Película emblemática de lo que últimamente se han dado en llamar rockumentaries aunque en este caso se trate de un fake, un falso documental destinado a parodiar las tonterías de una industria musical y un género concreto de la misma, el rock, que con el impulso de la mercadotecnia alcanzó, entre los años setenta y ochenta, cotas de absurdo difíciles de imaginar. Su estreno en marzo de 1984 pasó totalmente desapercibido, pero con los años fue adquiriendo un merecido estatus como cinta de culto y como una de las mejores comedias del cine reciente; hasta el punto de que Spinal Tap, la banda ficticia protagonista del sarao, acabó reuniéndose en la vida real para grabar discos y dar conciertos.

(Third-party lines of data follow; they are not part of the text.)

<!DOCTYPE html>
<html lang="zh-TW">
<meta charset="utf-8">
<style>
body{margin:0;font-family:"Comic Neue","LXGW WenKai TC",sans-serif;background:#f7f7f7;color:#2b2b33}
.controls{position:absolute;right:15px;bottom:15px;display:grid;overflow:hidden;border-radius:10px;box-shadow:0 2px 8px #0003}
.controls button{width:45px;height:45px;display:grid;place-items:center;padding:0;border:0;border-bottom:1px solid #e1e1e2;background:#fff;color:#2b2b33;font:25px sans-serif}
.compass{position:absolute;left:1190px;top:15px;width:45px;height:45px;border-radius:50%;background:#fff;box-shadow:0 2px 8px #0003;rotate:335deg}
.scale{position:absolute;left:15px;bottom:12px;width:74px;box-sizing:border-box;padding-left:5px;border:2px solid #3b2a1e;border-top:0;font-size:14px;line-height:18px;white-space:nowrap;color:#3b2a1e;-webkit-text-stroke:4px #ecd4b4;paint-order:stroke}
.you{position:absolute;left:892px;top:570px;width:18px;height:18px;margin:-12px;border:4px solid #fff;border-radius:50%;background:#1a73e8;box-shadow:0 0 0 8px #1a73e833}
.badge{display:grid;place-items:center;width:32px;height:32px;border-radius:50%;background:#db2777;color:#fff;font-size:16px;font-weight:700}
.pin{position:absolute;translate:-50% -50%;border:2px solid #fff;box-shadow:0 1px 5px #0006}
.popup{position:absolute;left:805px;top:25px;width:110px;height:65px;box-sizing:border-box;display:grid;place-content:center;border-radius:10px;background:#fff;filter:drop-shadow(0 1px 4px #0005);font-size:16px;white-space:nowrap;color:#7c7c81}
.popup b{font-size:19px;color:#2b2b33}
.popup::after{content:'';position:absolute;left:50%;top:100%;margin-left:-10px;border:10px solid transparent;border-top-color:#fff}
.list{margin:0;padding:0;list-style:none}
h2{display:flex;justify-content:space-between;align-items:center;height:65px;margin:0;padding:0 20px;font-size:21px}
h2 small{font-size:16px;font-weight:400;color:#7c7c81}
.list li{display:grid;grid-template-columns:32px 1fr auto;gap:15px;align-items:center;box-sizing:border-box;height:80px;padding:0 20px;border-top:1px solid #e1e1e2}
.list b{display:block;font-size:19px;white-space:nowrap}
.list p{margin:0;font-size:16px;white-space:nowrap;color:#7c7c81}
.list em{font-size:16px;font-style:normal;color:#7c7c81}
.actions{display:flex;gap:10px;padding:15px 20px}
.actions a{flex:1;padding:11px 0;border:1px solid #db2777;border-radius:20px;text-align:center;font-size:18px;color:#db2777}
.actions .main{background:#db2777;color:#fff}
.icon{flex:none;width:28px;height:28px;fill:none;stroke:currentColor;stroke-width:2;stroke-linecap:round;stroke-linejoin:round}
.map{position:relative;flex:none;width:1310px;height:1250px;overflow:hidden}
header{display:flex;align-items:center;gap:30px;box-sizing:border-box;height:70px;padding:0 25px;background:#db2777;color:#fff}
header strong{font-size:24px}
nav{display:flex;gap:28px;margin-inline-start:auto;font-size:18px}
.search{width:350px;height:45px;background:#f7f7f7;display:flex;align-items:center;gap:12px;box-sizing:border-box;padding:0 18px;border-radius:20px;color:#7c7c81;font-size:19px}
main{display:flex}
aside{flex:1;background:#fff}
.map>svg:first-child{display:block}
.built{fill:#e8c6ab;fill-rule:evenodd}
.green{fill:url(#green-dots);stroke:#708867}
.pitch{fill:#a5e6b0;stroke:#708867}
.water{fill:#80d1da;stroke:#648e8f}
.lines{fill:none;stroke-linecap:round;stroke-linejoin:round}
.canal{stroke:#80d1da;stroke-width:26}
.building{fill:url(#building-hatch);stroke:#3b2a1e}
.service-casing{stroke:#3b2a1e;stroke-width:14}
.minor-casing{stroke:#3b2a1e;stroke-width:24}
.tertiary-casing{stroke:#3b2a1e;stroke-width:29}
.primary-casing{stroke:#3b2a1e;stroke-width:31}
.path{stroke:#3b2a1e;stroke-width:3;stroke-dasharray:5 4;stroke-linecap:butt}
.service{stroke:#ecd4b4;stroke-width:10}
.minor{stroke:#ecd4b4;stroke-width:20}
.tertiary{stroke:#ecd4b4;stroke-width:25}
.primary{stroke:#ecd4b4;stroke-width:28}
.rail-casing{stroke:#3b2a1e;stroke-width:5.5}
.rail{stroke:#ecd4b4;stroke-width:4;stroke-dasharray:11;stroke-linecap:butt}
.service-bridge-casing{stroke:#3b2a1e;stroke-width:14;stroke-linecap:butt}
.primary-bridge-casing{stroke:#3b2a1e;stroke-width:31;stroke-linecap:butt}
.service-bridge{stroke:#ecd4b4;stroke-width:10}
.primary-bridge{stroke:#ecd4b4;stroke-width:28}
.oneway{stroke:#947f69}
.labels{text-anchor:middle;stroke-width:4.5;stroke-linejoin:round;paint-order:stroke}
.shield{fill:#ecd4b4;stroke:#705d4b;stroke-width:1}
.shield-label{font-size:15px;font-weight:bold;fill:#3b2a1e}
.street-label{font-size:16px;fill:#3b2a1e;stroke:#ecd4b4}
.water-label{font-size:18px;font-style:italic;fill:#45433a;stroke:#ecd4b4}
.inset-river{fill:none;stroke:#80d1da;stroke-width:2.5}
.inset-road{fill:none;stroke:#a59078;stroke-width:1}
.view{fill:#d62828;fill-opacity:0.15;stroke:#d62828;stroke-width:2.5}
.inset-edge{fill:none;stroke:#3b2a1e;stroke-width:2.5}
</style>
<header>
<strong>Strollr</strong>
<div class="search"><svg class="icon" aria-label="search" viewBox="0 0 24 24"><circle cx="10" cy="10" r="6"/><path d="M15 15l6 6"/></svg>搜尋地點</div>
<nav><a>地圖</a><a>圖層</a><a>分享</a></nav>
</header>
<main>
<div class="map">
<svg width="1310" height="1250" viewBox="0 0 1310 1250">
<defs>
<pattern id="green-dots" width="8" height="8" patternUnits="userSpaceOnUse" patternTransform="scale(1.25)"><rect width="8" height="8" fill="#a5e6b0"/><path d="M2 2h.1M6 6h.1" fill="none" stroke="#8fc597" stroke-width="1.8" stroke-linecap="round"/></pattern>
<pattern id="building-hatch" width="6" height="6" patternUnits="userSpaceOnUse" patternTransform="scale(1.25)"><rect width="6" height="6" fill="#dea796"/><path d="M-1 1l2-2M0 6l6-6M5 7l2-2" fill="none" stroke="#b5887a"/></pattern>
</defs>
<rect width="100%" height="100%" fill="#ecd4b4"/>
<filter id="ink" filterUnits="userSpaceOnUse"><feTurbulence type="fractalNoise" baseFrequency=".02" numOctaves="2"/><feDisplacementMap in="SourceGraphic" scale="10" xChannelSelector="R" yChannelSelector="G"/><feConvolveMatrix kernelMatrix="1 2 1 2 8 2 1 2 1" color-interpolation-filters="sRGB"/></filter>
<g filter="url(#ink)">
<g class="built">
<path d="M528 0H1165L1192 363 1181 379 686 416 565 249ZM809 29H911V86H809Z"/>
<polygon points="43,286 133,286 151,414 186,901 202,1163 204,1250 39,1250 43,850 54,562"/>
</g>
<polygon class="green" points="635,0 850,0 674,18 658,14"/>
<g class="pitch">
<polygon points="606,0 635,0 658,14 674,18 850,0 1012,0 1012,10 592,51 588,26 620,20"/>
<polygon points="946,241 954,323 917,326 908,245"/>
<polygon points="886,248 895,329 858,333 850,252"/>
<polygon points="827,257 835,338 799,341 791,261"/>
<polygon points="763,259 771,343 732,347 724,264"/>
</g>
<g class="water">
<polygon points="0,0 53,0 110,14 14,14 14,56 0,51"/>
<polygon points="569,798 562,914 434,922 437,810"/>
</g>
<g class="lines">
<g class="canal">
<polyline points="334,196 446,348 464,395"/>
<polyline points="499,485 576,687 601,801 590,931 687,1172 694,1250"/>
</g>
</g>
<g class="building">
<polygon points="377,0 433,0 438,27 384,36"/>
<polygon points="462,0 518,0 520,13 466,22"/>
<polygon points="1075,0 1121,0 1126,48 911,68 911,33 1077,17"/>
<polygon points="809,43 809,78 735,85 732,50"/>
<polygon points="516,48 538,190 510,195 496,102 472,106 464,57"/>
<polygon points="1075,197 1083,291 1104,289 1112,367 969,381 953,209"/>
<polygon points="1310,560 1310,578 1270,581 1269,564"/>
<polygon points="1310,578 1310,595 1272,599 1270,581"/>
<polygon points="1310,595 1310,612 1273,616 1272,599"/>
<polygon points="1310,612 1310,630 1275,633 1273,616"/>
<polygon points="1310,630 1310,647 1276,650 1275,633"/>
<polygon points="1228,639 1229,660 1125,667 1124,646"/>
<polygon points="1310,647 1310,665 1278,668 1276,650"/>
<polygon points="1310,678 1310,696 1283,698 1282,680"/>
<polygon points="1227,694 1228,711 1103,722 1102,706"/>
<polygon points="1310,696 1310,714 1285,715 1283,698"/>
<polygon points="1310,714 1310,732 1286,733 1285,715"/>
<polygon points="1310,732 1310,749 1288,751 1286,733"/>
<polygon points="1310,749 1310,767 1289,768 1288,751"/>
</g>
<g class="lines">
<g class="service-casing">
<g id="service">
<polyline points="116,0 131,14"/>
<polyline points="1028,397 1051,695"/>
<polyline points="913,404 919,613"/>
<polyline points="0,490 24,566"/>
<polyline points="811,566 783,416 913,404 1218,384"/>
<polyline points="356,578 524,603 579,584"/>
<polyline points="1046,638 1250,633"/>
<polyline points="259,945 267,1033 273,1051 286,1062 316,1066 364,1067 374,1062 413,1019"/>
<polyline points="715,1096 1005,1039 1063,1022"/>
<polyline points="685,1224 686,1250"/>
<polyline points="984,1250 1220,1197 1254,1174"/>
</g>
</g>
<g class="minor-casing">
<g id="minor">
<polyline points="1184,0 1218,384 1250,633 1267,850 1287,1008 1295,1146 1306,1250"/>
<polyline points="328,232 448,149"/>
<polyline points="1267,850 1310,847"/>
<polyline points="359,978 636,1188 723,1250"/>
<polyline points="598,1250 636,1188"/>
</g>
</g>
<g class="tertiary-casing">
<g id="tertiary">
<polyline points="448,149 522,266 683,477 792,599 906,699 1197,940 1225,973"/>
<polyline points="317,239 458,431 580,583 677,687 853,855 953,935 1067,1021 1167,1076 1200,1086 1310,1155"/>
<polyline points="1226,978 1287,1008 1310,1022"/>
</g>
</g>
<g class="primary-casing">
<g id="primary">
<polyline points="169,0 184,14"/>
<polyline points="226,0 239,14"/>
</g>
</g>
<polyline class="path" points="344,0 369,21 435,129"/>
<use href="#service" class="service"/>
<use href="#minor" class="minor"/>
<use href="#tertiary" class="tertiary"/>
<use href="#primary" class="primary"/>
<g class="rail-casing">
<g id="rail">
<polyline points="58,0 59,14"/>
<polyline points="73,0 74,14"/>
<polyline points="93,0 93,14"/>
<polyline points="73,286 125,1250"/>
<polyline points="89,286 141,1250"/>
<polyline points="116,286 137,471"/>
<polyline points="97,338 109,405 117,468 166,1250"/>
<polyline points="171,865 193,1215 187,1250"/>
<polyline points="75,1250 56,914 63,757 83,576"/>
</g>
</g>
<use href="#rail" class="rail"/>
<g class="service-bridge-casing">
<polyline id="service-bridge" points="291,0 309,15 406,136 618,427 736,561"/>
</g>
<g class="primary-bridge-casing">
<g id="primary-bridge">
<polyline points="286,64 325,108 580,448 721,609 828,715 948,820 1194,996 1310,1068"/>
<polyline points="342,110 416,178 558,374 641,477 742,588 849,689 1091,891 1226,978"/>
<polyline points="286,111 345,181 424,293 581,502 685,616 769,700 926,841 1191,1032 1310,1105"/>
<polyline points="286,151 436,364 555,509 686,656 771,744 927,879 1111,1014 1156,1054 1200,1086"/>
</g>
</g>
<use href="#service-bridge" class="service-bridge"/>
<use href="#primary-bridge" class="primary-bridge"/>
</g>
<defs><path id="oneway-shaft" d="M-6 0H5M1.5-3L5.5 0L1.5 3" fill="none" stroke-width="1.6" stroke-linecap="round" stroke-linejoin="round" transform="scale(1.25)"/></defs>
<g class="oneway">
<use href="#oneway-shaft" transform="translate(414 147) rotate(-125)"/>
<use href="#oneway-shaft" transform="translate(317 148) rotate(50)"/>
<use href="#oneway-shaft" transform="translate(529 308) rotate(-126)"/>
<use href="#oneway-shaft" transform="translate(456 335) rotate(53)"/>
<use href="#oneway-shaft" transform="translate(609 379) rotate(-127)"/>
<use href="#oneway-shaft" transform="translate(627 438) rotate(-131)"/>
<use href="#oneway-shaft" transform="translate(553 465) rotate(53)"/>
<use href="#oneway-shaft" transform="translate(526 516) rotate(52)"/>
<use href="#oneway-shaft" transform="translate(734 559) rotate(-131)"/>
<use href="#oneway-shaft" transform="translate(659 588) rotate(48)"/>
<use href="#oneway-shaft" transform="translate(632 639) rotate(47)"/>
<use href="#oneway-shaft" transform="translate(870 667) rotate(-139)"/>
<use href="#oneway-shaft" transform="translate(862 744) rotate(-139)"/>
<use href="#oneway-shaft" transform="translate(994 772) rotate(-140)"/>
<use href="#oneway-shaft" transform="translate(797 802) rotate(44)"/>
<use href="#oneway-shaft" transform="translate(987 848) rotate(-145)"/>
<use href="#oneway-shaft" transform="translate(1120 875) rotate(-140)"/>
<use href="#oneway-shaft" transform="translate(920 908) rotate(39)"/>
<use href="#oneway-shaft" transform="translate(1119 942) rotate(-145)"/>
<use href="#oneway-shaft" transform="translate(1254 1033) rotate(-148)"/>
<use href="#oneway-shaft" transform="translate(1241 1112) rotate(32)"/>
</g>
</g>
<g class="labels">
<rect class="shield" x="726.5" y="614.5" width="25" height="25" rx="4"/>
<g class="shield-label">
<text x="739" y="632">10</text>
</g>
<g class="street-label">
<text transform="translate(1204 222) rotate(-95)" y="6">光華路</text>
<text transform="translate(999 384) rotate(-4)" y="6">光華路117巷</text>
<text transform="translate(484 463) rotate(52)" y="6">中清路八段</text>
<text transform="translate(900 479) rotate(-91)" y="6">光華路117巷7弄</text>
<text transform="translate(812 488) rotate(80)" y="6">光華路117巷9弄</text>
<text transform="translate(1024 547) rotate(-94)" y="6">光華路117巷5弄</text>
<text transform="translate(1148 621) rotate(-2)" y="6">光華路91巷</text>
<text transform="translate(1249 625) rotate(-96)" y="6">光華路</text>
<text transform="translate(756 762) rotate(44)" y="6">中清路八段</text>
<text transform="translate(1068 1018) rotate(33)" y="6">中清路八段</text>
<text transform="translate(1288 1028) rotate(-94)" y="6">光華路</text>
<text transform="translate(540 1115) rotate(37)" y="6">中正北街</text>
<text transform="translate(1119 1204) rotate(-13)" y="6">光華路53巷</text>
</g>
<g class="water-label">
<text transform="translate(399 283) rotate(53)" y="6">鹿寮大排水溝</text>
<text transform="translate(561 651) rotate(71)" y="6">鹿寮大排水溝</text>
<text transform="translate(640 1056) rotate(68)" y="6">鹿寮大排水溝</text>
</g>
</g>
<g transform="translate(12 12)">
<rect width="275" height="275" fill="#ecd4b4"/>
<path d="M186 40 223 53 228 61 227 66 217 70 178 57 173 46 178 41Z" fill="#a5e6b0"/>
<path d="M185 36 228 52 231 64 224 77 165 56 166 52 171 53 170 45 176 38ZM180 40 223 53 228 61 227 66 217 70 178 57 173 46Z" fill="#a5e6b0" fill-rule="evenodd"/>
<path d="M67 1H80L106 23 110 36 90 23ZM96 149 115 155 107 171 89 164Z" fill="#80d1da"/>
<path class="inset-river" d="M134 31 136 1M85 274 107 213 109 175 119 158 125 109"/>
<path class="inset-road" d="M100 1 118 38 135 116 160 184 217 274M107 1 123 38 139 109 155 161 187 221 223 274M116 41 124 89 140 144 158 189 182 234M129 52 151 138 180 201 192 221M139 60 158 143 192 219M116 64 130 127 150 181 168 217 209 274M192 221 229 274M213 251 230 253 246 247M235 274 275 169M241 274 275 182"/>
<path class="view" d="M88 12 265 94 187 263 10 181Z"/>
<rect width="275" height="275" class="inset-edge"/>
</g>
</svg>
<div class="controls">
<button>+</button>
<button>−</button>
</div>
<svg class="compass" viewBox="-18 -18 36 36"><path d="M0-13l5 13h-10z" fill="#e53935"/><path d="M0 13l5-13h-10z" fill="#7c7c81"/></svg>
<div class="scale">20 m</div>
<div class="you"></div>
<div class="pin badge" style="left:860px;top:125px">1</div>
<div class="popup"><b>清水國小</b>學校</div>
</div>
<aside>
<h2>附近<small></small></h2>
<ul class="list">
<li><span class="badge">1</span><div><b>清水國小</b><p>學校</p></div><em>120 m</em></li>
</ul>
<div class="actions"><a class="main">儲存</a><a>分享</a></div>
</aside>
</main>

Para el recuerdo quedan escenas inolvidables, como aquella en la que se describe la procesión de baterías que ha ido pasando por el grupo y muriendo de las formas más extravagantes, la de los amplis graduados en una escala de 11 en lugar de 10 para molar más, o ver al bajista colocándose pepinos en el pantalón para fardar de paquete, amén de la burla generalizada a toda la impostura y los estereotipos que rodean al mundo del rock, que esconde el mayor de los ridículos tras una supuesta fachada de grandeza con esa escenografía pasada de rosca, esas canciones “con mensaje” llenas de letras inverosímiles y un largo etcétera del que la película no deja títere con cabeza. Hasta la IMDB se suma a la coña puntuando la película sobre once puntos en lugar de diez. Grande no, lo siguiente. Tampoco hace falta decir mucho más.